Udawane testowanie = udawana wypłata
Jak zachowują się pracownicy, którzy nie do końca wiedzą jaka jest ich rola w organizacji? Udają, że pracują. Jak działają firmy, które nie do końca rozumieją po co niektórzy pracownicy w niej pracują? Wypłacają im pieniądze, które udają jedynie prawdziwą wypłatę. W testowaniu nie jest inaczej.

Testowanie wymaga definicji. Testowanie wymaga określonego miejsca w organizacji i celów.

W wielu organizacjach nie ma świadomości tego, do czego właściwie  potrzebne jest testowanie. Nie są one w stanie wyznaczyć celów i ich kontrolować. Nie widzi się więc zalet i wad testerów, za to dostrzega się koszt, który uzasadniany jest jako KONIECZNY. Dlaczego? Bo w kółko powtarza się te same komunały: "jeśli nie będziemy testować, to jakość naszych produktów będzie gorsza", lub "musimy dbać o najwyższą jakość dostarczaną do naszych klientów". Jedyne liczbowe i jakościowe konsekwencje takiego myślenia to - większa jakość to większa ilość testerów.

Programista tworzy kod, który sprzedajemy. Możemy łatwo obliczyć wartość jego pracy. Tester pisze i wykonuje przypadki testowe. Tego nie sprzedajemy, więc wartość pracy jest niepoliczalna.

W tej atmosferze braku zrozumienia dla roli testowania, nic dziwnego, że nie da się właściwie wycenić ani wartości pracy, ani ceny za taką pracę. Dochodzi do sytuacji, w której płaca jest "obliczana" jako iloraz najniższej krajowej i prawdopodobieństwo znalezienia testera na rynku. Czy można to uznać za prawdziwą wartość testowania?

Na szczęście większość firm jest jednak gotowych na to, aby poznać wartość biznesową testowania.
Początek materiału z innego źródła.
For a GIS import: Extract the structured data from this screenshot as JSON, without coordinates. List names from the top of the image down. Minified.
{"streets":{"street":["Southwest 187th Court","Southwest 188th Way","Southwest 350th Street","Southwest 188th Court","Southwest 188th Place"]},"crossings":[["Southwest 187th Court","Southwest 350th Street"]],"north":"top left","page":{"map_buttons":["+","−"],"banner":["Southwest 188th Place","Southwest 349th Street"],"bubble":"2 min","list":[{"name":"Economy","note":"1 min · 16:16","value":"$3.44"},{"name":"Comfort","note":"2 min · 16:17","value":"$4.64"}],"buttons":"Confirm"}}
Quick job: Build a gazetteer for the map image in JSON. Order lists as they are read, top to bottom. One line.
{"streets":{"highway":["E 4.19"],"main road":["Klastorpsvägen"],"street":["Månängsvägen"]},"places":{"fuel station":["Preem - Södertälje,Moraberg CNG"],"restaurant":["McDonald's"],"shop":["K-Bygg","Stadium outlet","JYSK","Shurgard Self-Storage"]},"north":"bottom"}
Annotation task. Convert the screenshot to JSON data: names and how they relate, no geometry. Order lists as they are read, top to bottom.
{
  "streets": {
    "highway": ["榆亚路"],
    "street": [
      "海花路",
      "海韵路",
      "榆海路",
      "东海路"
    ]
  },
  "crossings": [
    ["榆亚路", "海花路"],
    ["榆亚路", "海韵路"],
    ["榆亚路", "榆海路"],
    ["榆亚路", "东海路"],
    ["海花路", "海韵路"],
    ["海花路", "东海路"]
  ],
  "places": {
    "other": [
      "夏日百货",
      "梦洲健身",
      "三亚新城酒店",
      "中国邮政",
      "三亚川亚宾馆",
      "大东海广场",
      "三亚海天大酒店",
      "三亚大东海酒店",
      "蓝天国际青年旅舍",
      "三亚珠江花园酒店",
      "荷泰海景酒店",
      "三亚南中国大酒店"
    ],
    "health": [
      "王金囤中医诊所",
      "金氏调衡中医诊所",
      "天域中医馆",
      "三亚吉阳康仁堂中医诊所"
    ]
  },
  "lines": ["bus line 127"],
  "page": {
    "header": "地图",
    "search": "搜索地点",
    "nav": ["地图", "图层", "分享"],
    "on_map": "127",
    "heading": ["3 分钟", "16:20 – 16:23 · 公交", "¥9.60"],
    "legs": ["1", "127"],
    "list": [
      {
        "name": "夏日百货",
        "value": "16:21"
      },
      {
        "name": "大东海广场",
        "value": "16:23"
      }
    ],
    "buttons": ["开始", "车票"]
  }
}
Testerzy poprzez prawdziwą pracę, pokazywanie skuteczności, efektywności i wartości dodanej z testowania mogą przekonać organizację do wypłaty prawdziwych pieniędzy za dobrą pracę.

Tak więc, albo możecie udawać, że pracujecie i pracodawca będzie udawał, że wam płaci, albo pokażcie ile warte jest testowanie i zarabiajcie!